Top of STORED DATA
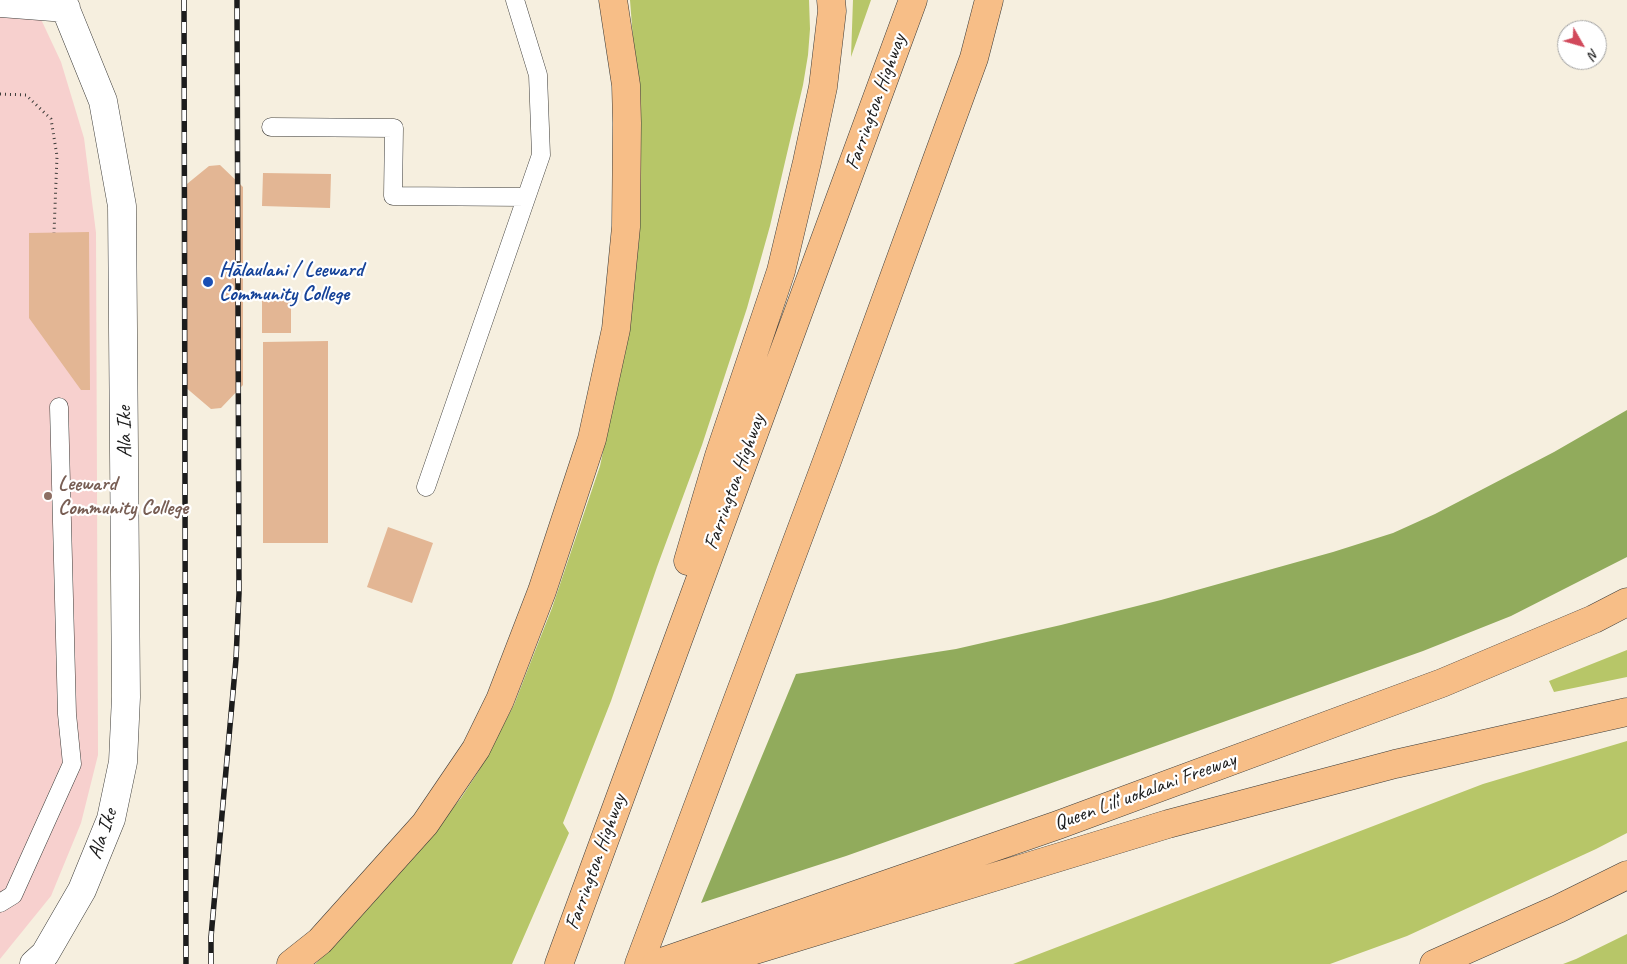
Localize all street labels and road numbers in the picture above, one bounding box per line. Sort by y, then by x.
street label: Farrington Highway [840,31,912,173]
street label: Ala Ike [112,406,138,458]
street label: Farrington Highway [699,411,771,553]
street label: Queen Liliʻuokalani Freeway [1051,747,1239,837]
street label: Farrington Highway [560,791,632,933]
street label: Ala Ike [83,805,123,863]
Bottom of STORED DATA
Your copy of the data above should match it exactly, apart from the images.

EXERCISE OUTPUT =
Localize all street labels and road numbers in the picture above, one bounding box per line. Sort by y, then by x.
street label: Farrington Highway [840,31,912,173]
street label: Ala Ike [112,406,138,458]
street label: Farrington Highway [699,411,771,553]
street label: Queen Liliʻuokalani Freeway [1051,747,1239,837]
street label: Farrington Highway [560,791,632,933]
street label: Ala Ike [83,805,123,863]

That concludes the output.